Dataset extract:
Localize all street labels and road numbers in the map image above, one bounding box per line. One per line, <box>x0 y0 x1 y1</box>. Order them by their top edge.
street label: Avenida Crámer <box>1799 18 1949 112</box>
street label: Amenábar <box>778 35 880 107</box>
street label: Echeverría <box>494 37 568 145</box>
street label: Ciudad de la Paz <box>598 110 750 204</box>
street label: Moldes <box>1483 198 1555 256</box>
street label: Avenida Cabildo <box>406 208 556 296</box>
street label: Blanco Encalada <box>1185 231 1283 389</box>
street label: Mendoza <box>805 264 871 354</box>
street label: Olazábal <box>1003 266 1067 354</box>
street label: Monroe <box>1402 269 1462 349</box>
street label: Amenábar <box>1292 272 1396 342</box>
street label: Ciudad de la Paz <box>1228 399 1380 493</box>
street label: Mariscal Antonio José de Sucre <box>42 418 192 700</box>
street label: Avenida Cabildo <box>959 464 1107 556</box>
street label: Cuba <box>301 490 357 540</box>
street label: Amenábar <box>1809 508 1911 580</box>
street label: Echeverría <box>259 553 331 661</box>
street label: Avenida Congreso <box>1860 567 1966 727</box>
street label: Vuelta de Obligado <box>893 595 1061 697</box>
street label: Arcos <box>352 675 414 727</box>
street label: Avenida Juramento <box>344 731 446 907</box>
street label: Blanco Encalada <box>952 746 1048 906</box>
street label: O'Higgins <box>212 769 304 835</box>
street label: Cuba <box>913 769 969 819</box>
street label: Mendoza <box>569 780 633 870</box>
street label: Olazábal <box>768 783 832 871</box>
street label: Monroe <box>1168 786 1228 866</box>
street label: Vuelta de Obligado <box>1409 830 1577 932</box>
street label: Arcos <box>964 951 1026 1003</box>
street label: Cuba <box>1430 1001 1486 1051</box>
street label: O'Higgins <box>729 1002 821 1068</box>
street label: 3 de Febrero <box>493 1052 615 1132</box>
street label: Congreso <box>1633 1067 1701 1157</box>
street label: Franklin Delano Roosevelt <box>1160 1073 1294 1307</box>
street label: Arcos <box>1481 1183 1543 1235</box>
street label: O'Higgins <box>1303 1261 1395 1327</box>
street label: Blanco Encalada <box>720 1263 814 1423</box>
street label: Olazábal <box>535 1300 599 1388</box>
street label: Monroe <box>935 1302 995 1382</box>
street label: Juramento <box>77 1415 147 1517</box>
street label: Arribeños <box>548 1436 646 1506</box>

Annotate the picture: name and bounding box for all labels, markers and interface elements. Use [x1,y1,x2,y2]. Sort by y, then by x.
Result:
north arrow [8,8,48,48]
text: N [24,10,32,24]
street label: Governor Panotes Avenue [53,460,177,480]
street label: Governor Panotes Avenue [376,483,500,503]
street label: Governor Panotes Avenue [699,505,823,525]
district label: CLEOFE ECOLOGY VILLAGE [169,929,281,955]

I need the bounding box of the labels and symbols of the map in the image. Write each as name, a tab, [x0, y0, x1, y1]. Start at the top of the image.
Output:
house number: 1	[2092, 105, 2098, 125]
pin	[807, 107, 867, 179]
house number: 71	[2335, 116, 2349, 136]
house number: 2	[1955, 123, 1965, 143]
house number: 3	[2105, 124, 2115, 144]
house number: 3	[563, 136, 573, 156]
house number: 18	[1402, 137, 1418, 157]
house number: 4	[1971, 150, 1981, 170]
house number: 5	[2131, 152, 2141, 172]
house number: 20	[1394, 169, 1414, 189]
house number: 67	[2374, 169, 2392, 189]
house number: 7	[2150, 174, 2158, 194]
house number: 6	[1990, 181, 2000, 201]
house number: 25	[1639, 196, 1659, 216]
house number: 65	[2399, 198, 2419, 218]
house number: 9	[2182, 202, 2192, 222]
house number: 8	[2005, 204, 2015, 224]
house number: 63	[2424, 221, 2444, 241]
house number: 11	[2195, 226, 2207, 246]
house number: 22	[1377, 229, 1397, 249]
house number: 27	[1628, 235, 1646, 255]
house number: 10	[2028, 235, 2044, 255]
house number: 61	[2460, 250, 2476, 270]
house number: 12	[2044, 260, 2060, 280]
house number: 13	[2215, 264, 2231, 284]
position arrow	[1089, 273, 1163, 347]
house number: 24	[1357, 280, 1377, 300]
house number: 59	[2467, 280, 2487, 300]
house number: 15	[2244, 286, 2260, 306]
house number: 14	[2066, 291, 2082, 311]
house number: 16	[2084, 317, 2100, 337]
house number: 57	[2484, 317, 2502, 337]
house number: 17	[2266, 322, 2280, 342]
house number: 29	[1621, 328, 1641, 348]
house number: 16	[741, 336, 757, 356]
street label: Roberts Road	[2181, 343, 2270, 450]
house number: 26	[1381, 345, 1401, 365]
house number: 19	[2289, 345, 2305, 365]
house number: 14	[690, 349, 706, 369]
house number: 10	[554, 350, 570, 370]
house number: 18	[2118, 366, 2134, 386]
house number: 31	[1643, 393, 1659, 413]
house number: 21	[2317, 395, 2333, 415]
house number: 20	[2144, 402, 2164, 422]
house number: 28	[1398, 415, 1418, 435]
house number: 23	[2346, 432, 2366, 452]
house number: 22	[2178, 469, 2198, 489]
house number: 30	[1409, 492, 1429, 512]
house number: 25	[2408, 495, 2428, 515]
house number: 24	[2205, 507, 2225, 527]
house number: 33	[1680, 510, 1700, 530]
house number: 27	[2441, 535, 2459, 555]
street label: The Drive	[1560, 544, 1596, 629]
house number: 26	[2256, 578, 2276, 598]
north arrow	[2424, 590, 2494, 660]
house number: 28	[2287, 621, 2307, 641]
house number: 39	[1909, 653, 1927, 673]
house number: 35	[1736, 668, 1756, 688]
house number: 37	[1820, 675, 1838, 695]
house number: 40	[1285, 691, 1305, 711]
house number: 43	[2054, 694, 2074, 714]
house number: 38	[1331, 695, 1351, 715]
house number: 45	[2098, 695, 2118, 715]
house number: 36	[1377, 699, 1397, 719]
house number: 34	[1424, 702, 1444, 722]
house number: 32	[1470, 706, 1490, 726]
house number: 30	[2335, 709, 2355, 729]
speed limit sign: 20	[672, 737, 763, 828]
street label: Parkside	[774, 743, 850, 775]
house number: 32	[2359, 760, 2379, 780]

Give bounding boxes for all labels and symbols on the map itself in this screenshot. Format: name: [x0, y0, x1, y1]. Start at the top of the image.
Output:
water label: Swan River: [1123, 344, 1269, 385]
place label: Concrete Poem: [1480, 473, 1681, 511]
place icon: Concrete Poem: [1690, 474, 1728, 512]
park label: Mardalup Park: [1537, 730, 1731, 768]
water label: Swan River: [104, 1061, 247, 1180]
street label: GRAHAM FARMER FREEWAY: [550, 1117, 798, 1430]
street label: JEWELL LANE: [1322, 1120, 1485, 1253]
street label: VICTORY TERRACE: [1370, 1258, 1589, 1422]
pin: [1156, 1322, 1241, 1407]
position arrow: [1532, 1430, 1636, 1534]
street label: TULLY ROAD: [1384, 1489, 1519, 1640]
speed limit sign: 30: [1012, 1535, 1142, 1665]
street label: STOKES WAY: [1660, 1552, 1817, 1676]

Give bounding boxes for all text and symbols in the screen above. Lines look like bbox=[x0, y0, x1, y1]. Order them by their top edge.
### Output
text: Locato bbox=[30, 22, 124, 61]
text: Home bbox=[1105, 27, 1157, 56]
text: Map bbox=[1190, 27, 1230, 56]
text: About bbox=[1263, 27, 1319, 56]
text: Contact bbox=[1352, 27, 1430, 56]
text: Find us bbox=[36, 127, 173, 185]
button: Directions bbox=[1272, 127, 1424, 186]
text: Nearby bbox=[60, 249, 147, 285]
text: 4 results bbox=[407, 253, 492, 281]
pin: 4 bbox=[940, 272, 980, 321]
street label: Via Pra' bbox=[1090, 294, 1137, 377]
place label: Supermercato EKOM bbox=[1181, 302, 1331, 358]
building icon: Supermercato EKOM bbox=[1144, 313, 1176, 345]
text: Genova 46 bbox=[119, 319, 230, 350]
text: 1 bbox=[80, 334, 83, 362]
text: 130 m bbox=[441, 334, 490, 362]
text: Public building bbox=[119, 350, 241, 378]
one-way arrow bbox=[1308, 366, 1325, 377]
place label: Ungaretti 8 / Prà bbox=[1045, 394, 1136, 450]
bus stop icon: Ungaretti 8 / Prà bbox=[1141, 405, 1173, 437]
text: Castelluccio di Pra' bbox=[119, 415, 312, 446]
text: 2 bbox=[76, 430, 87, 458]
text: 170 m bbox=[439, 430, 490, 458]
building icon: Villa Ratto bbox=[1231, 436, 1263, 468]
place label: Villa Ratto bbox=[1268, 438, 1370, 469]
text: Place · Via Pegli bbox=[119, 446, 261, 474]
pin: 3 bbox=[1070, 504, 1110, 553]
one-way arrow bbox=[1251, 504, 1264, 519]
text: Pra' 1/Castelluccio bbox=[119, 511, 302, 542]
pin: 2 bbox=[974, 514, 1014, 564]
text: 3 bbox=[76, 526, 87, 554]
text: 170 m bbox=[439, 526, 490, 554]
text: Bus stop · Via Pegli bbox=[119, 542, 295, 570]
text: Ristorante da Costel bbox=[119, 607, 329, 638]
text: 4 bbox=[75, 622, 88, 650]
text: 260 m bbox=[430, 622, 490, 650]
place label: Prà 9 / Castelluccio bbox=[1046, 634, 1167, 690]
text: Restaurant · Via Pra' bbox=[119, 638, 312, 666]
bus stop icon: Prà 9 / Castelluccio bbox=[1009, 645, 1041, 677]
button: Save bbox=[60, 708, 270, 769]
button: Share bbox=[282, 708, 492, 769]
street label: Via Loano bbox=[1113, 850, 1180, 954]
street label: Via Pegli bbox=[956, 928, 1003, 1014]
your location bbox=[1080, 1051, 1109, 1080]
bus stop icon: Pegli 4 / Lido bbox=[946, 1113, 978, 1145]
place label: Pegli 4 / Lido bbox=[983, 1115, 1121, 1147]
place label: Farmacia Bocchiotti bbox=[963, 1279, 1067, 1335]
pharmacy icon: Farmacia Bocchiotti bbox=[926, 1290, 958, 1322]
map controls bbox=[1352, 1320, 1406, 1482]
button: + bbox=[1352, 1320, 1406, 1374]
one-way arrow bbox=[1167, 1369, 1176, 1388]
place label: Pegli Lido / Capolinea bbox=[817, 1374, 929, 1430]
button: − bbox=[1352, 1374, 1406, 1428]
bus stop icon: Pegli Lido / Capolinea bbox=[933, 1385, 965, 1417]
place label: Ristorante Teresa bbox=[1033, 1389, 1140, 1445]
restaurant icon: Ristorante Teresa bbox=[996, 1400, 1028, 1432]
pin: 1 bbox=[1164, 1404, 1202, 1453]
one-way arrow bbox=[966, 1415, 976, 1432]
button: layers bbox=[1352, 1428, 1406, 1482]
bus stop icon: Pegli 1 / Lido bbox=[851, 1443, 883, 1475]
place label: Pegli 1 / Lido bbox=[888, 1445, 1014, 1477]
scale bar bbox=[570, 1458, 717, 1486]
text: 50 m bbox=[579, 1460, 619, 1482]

What is needed: From the line holding "Give bounding boxes for all labels" to the line holding "Give bounding boxes for all text", inclusive, restate each line above exactly as written.

Output of the exercise:
Give bounding boxes for all labels and symbols on the map itself in this screenshot. Format: name: [x0, y0, x1, y1]. Start at the top of the image.
Output:
water label: Swan River: [1123, 344, 1269, 385]
place label: Concrete Poem: [1480, 473, 1681, 511]
place icon: Concrete Poem: [1690, 474, 1728, 512]
park label: Mardalup Park: [1537, 730, 1731, 768]
water label: Swan River: [104, 1061, 247, 1180]
street label: GRAHAM FARMER FREEWAY: [550, 1117, 798, 1430]
street label: JEWELL LANE: [1322, 1120, 1485, 1253]
street label: VICTORY TERRACE: [1370, 1258, 1589, 1422]
pin: [1156, 1322, 1241, 1407]
position arrow: [1532, 1430, 1636, 1534]
street label: TULLY ROAD: [1384, 1489, 1519, 1640]
speed limit sign: 30: [1012, 1535, 1142, 1665]
street label: STOKES WAY: [1660, 1552, 1817, 1676]

Give bounding boxes for all text and symbols in the screen above. Lines look like bbox=[x0, y0, x1, y1]. Order them by their top edge.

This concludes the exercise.